The guerrilla war launched by Shining Path in 1980, inspired by the Maoist concept of “encircling the cities from the countryside,” and the consequent crackdown by security forces, had left a death toll of 50,000--including both dead and “disappeared. “
Analysts said the date chosen by the rebels for the high-profile kidnapping was significant, as it was the very day that the Truth Commission released a video in which one of the imprisoned guerrilla leaders reiterated the call for the rest of the insurgents to lay down their arms.
(IPS)

Mass protest in Hong Kong against new security law
Up to 500,000 people marched in Hong Kong on July 2 on the anniversary of its handover to China in protest at a new anti-subversion law that many fear will curb freedoms of speech, press and assembly.
“This will push Hong Kong toward an era of tyranny,” W C Mak, a 74-year-old retired nurse, said.
Activists outside government headquarters scuffled with police and burnt the flag of the Chinese Communist Party, demanding an end to its monopoly on power.
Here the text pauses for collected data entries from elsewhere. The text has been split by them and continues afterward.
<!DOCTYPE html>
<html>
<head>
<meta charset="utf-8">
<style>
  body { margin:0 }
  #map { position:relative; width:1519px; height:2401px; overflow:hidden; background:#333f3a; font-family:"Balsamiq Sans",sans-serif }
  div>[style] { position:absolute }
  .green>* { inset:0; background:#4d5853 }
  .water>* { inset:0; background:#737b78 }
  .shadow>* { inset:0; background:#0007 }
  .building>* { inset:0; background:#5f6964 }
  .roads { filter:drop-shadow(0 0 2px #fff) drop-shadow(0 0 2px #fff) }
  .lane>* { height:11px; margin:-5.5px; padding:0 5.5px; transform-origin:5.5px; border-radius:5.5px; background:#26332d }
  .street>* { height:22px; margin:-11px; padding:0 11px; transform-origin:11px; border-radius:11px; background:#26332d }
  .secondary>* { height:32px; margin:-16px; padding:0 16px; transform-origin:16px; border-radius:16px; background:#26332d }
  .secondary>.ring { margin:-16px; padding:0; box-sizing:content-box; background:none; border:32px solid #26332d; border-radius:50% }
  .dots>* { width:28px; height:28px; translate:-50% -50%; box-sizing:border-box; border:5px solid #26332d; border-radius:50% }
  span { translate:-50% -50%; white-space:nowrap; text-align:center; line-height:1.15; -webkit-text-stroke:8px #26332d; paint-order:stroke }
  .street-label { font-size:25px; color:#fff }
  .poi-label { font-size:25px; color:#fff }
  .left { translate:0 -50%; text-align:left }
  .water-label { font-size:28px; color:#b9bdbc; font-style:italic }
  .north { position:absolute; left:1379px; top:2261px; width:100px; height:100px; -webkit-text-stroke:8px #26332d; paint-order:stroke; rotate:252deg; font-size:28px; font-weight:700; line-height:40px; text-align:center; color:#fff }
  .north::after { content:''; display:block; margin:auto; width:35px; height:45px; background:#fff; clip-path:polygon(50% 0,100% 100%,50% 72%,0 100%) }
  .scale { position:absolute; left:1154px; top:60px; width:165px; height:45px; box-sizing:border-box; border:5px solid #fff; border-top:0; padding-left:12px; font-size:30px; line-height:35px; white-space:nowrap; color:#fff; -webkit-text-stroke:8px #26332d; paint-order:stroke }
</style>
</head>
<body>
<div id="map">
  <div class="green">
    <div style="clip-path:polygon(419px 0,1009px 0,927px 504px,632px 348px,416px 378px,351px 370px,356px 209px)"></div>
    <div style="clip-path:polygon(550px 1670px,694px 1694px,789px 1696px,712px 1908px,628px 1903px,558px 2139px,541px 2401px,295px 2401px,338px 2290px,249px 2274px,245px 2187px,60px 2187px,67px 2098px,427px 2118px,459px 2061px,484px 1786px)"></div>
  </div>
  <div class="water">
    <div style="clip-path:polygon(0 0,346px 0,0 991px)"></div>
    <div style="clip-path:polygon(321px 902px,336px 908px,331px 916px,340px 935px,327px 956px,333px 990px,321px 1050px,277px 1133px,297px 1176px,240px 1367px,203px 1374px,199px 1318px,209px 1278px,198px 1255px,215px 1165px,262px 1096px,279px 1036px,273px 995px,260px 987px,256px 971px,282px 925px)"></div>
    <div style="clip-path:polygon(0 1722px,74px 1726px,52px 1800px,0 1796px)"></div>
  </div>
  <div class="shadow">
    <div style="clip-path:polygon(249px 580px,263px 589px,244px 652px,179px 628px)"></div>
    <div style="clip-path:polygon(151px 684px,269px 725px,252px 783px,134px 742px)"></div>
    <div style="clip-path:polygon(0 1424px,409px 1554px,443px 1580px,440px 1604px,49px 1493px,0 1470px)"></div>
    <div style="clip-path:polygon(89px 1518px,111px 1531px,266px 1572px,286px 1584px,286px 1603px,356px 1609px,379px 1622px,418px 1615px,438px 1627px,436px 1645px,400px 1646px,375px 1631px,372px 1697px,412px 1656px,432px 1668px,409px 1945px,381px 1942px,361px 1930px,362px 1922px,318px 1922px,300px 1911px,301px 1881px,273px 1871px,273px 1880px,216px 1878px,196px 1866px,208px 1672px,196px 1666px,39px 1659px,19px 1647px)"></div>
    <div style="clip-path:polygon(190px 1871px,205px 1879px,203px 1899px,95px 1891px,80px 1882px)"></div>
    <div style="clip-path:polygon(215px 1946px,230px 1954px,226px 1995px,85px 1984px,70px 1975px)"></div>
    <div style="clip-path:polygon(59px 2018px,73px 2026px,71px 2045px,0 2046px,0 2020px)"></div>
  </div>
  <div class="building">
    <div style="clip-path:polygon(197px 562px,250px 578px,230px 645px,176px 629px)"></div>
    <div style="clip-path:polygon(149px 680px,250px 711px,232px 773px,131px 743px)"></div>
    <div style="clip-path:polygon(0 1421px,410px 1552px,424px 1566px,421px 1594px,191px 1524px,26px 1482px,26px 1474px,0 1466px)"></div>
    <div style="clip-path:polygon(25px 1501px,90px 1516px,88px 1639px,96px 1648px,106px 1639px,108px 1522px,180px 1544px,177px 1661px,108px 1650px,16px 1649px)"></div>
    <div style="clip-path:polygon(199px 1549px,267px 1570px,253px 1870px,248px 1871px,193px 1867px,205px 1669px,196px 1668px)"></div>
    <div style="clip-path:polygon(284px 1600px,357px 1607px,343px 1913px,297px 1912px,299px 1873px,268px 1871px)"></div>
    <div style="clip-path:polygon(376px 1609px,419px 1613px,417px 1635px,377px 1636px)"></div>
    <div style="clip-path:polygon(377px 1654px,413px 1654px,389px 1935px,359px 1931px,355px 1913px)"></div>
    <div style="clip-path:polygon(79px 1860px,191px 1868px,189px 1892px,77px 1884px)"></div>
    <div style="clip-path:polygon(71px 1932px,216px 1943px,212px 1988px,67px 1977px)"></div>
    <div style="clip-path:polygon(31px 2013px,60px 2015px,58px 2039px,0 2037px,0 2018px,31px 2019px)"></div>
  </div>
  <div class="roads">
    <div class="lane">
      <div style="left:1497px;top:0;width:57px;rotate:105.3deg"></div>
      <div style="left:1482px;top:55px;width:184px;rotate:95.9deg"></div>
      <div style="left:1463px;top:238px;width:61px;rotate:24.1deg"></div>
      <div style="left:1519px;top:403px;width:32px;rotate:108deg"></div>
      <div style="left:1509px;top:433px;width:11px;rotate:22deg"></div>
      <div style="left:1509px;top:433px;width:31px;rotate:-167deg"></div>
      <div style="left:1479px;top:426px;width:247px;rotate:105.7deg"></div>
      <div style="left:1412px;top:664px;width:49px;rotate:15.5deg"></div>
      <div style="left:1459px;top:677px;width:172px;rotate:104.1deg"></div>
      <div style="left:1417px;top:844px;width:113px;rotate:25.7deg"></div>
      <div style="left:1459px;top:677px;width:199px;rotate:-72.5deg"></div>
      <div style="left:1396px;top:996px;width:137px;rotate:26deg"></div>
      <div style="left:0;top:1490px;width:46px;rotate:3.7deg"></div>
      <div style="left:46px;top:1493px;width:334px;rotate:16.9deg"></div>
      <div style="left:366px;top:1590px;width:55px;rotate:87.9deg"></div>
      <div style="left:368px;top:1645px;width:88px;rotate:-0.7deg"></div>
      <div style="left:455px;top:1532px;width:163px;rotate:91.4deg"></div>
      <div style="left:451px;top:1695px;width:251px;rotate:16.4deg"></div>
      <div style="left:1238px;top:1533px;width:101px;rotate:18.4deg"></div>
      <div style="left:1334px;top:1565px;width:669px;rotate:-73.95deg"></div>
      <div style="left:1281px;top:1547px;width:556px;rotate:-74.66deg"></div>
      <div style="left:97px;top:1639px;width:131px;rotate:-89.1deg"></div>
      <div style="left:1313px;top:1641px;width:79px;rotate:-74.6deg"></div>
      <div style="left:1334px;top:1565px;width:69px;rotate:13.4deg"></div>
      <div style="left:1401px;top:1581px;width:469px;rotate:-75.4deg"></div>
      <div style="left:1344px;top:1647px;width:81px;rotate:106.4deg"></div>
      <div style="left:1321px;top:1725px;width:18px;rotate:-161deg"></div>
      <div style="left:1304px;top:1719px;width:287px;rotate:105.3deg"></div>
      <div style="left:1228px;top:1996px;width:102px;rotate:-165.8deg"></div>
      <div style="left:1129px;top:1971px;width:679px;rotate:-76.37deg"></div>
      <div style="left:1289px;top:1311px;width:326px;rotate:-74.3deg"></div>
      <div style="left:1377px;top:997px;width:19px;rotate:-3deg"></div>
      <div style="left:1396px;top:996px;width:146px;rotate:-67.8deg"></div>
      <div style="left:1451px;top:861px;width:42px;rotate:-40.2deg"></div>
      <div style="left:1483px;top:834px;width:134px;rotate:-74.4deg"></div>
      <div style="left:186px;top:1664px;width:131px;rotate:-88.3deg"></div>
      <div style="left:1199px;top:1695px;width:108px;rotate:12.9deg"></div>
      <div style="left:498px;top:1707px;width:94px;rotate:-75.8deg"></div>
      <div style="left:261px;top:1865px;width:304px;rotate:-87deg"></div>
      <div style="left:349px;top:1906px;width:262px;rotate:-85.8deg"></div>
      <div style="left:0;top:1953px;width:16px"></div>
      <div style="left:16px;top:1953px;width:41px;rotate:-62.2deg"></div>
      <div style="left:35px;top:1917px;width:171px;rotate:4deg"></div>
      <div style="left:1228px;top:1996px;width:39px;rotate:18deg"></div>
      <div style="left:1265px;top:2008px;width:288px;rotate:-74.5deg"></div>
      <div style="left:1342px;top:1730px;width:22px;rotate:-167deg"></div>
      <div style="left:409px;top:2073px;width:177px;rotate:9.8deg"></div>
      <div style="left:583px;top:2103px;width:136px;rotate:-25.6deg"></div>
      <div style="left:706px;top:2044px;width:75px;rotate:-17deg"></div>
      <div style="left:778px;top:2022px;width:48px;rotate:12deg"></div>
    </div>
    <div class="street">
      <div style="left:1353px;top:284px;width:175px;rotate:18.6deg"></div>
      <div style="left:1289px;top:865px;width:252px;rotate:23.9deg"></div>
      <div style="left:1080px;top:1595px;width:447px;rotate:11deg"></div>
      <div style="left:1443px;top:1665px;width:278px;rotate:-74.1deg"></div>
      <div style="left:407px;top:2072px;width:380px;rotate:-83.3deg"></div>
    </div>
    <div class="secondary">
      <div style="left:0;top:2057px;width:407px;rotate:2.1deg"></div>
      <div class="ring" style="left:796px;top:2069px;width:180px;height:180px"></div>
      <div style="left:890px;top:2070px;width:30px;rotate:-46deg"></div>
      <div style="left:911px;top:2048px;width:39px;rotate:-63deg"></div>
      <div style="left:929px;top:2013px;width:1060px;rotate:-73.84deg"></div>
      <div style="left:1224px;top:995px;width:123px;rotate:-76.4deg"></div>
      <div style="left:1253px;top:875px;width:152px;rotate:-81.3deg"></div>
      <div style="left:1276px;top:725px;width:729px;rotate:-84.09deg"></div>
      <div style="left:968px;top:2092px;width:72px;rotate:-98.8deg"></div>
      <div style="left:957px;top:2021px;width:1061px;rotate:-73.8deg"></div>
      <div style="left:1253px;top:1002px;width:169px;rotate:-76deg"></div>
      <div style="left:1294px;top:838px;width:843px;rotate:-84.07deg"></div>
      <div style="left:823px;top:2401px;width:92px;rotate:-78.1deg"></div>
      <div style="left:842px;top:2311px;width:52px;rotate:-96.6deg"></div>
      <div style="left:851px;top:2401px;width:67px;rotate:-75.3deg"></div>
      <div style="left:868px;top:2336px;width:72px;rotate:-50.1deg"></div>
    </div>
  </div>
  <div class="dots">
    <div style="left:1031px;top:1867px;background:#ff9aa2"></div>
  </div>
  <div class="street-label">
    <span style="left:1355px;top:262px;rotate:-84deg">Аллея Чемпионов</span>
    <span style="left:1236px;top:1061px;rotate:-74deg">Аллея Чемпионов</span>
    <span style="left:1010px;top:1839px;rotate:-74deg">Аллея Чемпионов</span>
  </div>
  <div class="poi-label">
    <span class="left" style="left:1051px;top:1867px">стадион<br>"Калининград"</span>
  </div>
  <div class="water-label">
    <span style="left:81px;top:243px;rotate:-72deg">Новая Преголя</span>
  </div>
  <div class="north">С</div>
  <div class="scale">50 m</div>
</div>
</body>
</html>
The national security law, expected to be passed this week, will ban subversion, treason, sedition and other crimes against the state, giving police more powers and imposing life sentences for some offences. One of the protesters, Joanne Chow, said: “It’s a tragedy if we have to live in a society where we dare not speak our minds and fear persecution.”
(Independent (UK))

Bush plans bases to gird Africa
As George Bush prepares to leave for a whistle-stop tour of Africa, it has been revealed that he has ordered the US military to plan for a massive expansion of its presence on the continent.
The Pentagon aims to secure aircraft refueling agreements in Uganda and Senegal, two of the five nations Bush will visit. As officials consider whether to send US troops into Liberia to oversee a tentative ceasefire.
Arab countries of the Maghreb and in sub-Saharan Africa will be the main focus of new basing agreements.
Malick Ndiaye, of the Committee of Initiative of Senegalese Intellectuals, has organized protests against Bush’s trip.
“Our problem is that this country has had a very close relationship with Europe since the seventeenth century,” Ndiaye said. “Bush seems to be coming here like a new conqueror.”